Born 1954 (age 68–69)
Terre Haute, Indiana, US
Alma mater Indiana University Bloomington, University of Utah
Scientific career
Fields Geology, Hydro Geology, Political Commentary
Influences Robert Heinlein, A.E. Van Vogt

David Deming (born 1954), an American geologist and geophysicist, is an associate professor of Arts and Sciences at the University of Oklahoma in Norman. He graduated from North Central High School in Indianapolis, Indiana in 1972. He then attended Indiana University Bloomington, graduating in 1983 with a BS degree in geology, and received a Ph.D in geophysics from the University of Utah in 1988. Prior to his arrival at the University of Oklahoma in 1992, Deming held a National Research Council postdoctoral fellowship at the U.S. Geological Survey in California.
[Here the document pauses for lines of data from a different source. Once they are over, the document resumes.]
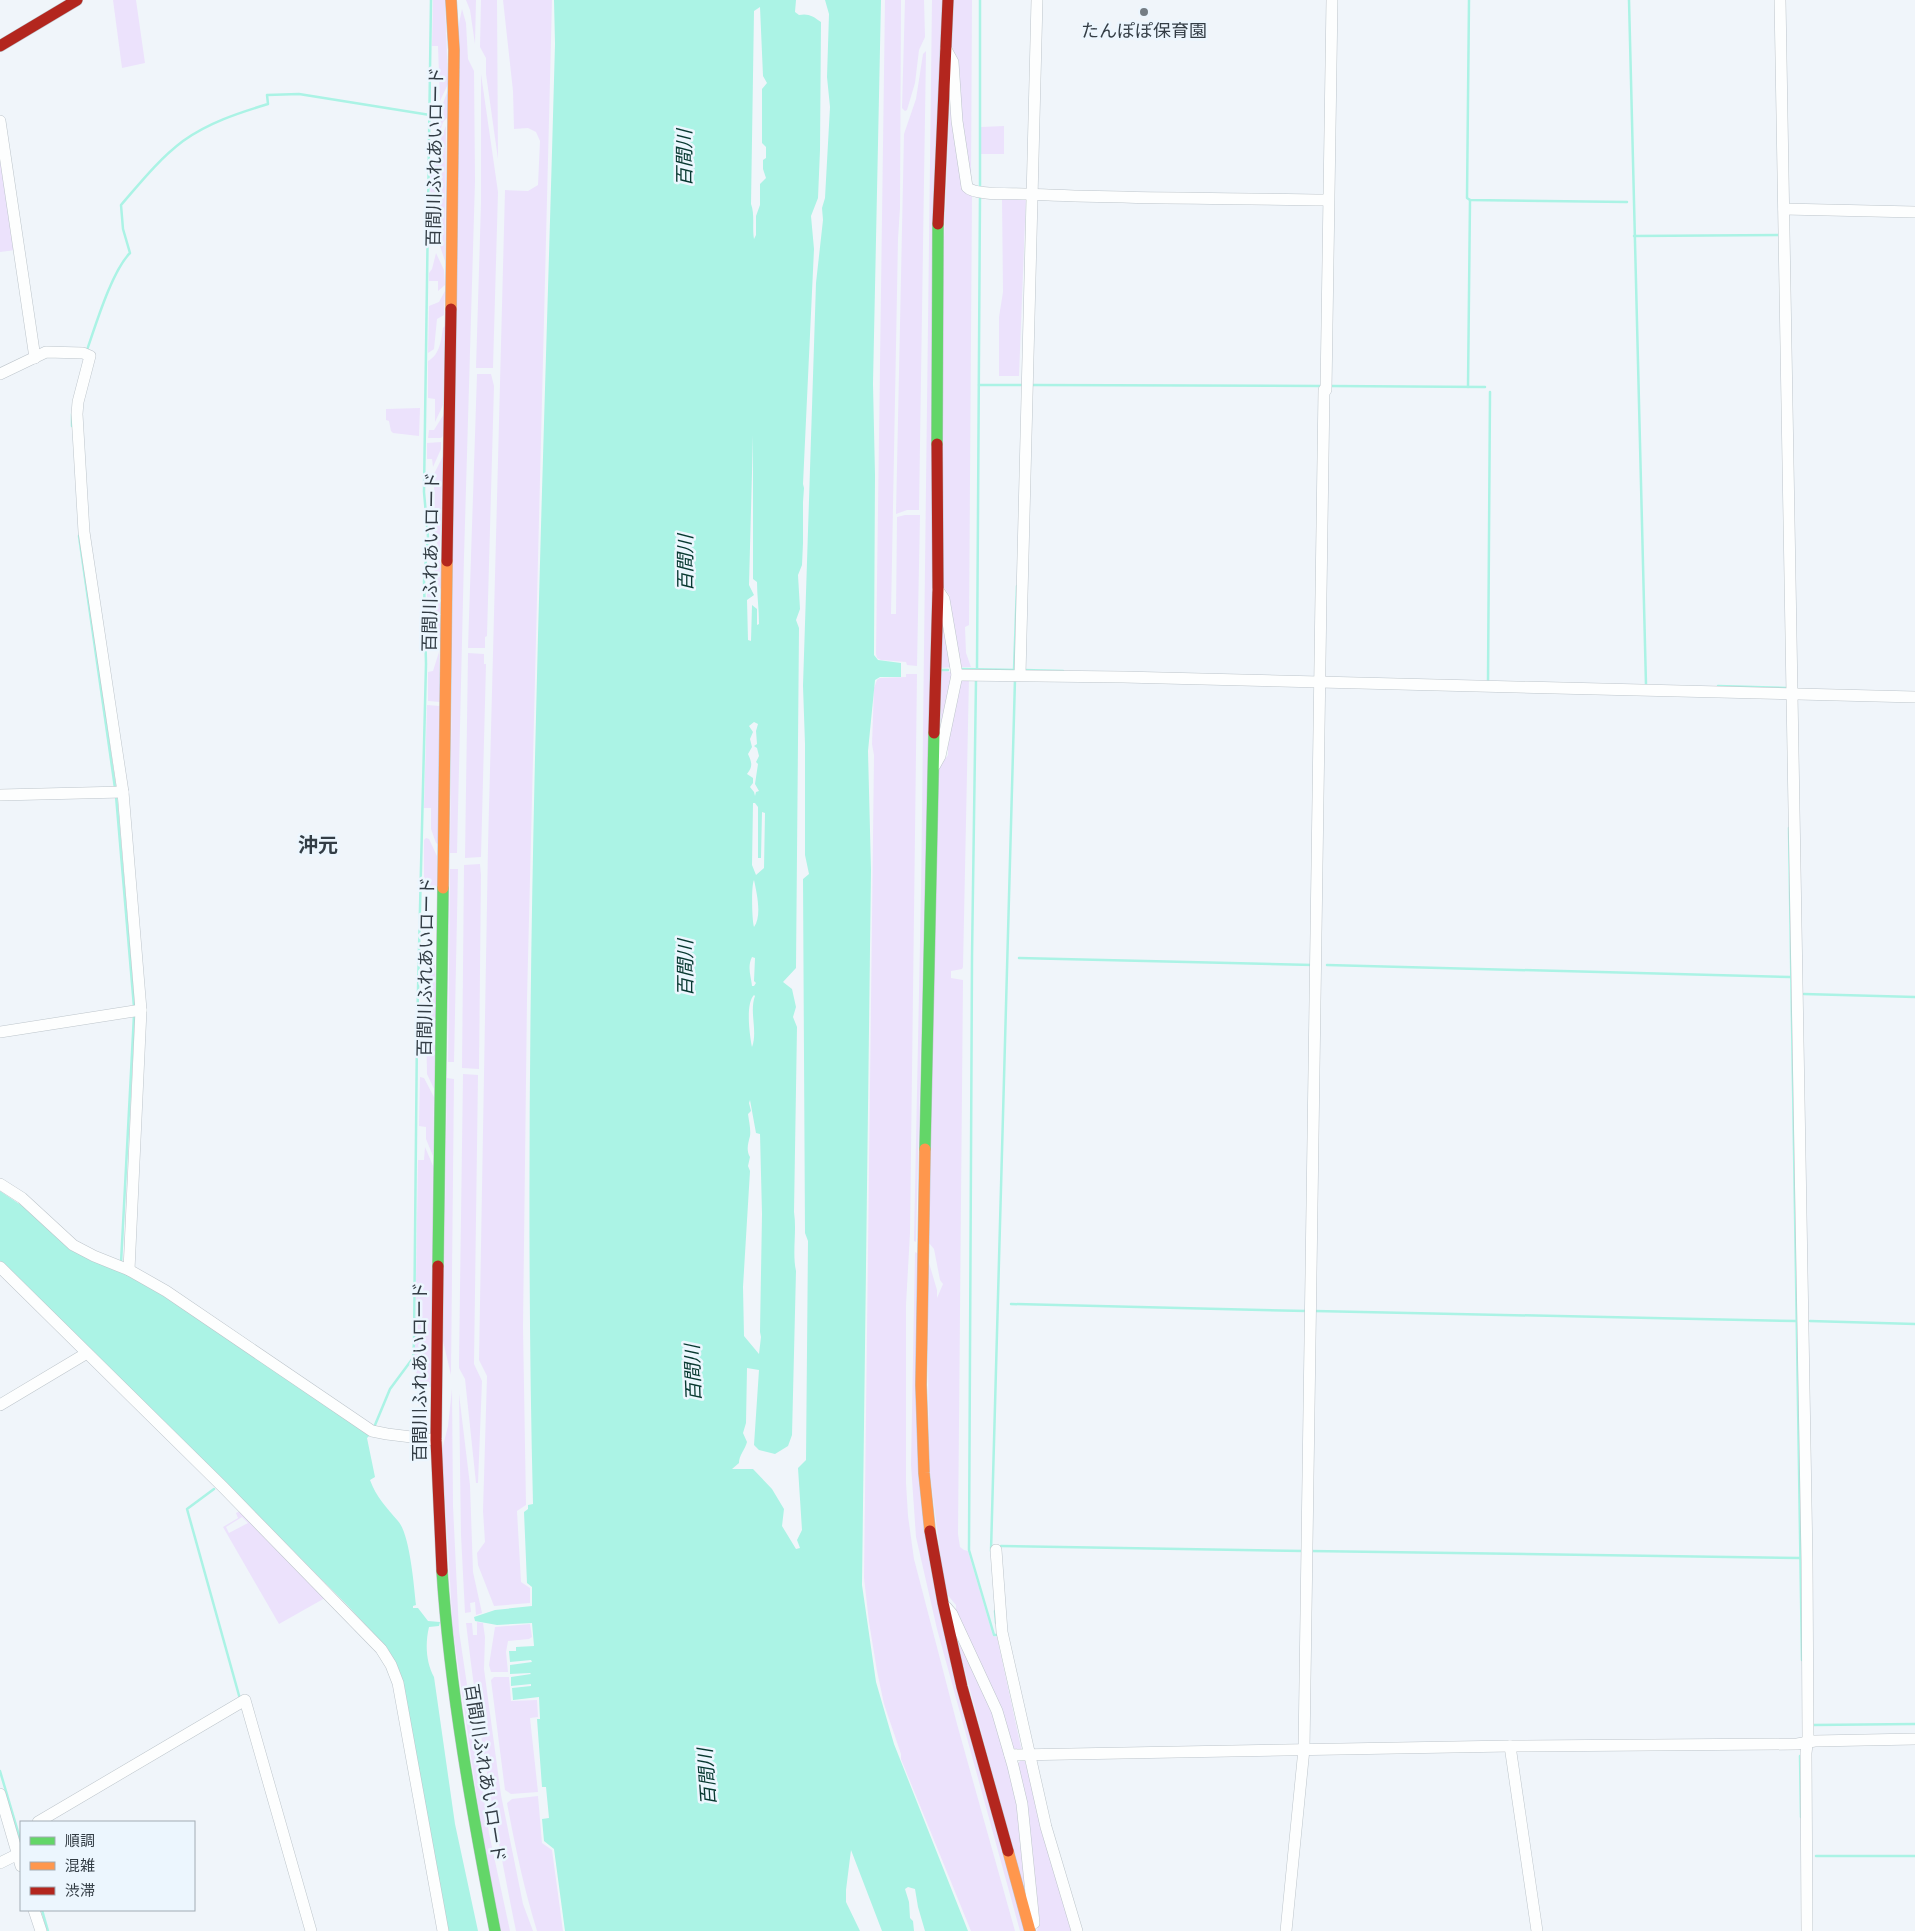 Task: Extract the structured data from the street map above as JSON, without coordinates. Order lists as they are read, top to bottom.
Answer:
{
  "streets": {
    "street": ["百間川ふれあいロード"]
  },
  "districts": ["沖元"],
  "water": ["百間川"],
  "places": ["たんぽぽ保育園"],
  "legend": ["順調", "混雑", "渋滞"]
}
From 1992 through 2003, Deming was an assistant and associate professor in the School of Geology and Geophysics at the University of Oklahoma. An outspoken and controversial professor, Deming was involved in two major disputes with the OU administration, one leading to a lawsuit. Deming is the author of more than thirty research papers and the textbook Introduction to Hydrogeology. He is an associate editor for the academic journals Petroleum Geoscience and Ground Water, and is an adjunct faculty member at two conservative think tanks, the Oklahoma Council of Public Affairs and the National Center for Policy Analysis

Views on issues

Energy and the environment

Deming has identified himself with the Cornucopian school of environmental thought, and has consistently criticized Malthusian theory. In 1998, he wrote "although world population has increased by more than a factor of six over the last 200 years, we are all aware that the average standard of living has risen dramatically—in direct contradiction to Malthusian theory." Deming considers the "fundamental flaw" in Malthusian theory to be that "it fails to take into account the exponential growth in resources that occurs through technological advances." He has questioned if Malthus' hypothesis is scientific as it resists empirical falsification.
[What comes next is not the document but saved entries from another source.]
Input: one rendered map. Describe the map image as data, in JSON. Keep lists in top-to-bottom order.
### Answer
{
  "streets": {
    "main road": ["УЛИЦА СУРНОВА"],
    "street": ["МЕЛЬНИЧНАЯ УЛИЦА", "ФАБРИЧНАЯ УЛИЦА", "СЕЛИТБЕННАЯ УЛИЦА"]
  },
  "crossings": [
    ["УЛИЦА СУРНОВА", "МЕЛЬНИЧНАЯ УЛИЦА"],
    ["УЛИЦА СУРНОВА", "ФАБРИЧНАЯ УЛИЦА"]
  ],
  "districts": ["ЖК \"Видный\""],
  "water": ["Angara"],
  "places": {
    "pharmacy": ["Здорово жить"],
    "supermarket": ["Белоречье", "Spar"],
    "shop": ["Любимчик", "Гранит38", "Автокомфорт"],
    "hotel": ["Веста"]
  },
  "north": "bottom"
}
In a letter published in the American Association of Petroleum Geologists magazine, the Explorer, in 2002, Deming wrote that "prior to World War II, the central principle upon which our civilization was ordered was progress - the idea that the application of scientific knowledge results in improved standards of living," but "in the latter half of the 20th century, the idea of progress was replaced by an anti-scientific environmentalism based on a mythological primitive harmony that has never existed."

Deming has criticized "sustainability" as a misleading concept, a chimera," at least as far as it pertains to technology, pointing out that "present day technologies and practices are never sustainable, nor should we expect them to be . . . . [P]rojections of current technology into the future are always invalid because technology does not stand still . . . . [T]echnological progress is our birthright and destiny." In 2003, speaking at a meeting of the Oklahoma Independent Petroleum Association, Deming said, "I think it would be foolish to try to predict what our technological capabilities will be [100 years from now], just as it would have been foolish for someone from the 19th century to try to predict what we could do today."

Deming does not believe in Peak Oil theories and has pointed out that "predictions of imminent oil shortages have been made throughout the twentieth century . . . [but] all previous predictions have been false." He has criticized the Hubbert model of peak oil production as flawed because "Hubbert-type analyses . . . depend on an estimate of the total resource size . . . [but] the history of resources assessments shows that in the last 50 years, estimates of oil reserves have risen as fast or faster than cumulative oil production."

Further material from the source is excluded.